** Opening Given information block **
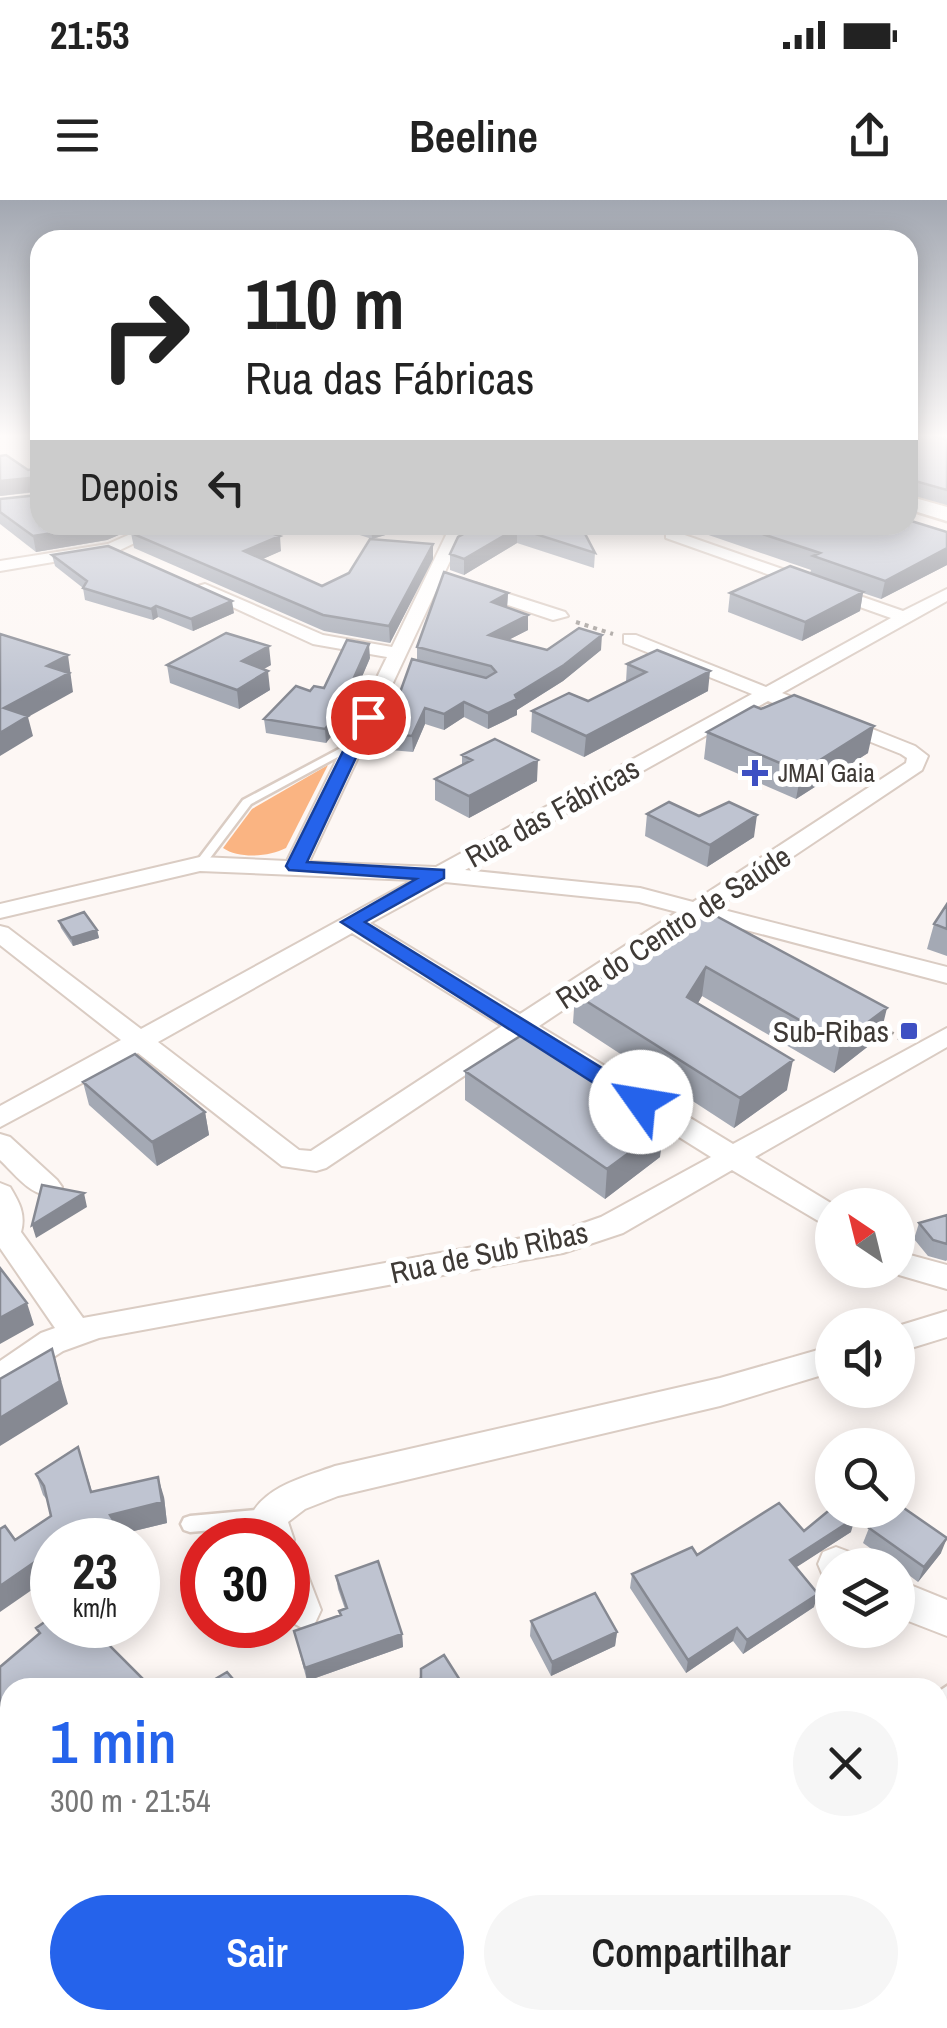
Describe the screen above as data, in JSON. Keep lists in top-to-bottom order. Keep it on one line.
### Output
{"streets":{"street":["Rua das Fábricas","Rua do Centro de Saúde","Rua de Sub Ribas"]},"crossings":[["Rua das Fábricas","Rua do Centro de Saúde"]],"places":{"health":["JMAI Gaia"],"transit":["Sub-Ribas"]},"north":"top left","page":{"status":"21:53","header":"Beeline","turn":["110 m","Rua das Fábricas"],"then":"Depois","speed":"23 km/h","limit":"30","heading":["1 min","300 m · 21:54"],"buttons":["Sair","Compartilhar"]}}
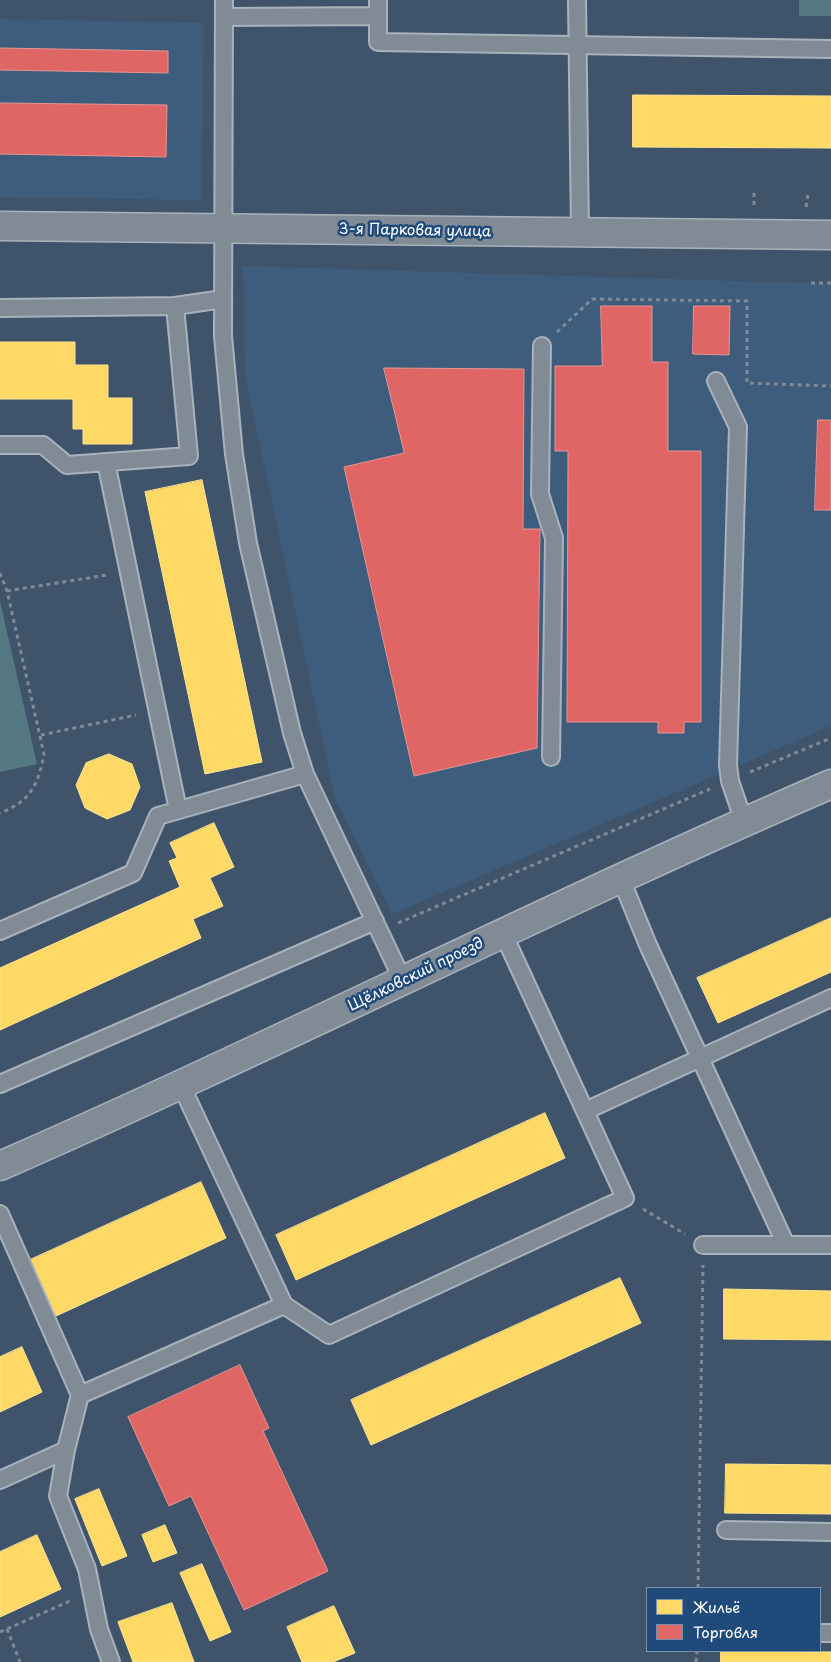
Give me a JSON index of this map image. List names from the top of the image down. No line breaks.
** Closing Given information block **
== Task description ==
I would like the data copied exactly as it stands, with no pictures included.

== Completed exercise ==
Describe the screen above as data, in JSON. Keep lists in top-to-bottom order. Keep it on one line.
### Output
{"streets":{"street":["Rua das Fábricas","Rua do Centro de Saúde","Rua de Sub Ribas"]},"crossings":[["Rua das Fábricas","Rua do Centro de Saúde"]],"places":{"health":["JMAI Gaia"],"transit":["Sub-Ribas"]},"north":"top left","page":{"status":"21:53","header":"Beeline","turn":["110 m","Rua das Fábricas"],"then":"Depois","speed":"23 km/h","limit":"30","heading":["1 min","300 m · 21:54"],"buttons":["Sair","Compartilhar"]}}
Give me a JSON index of this map image. List names from the top of the image down. No line breaks.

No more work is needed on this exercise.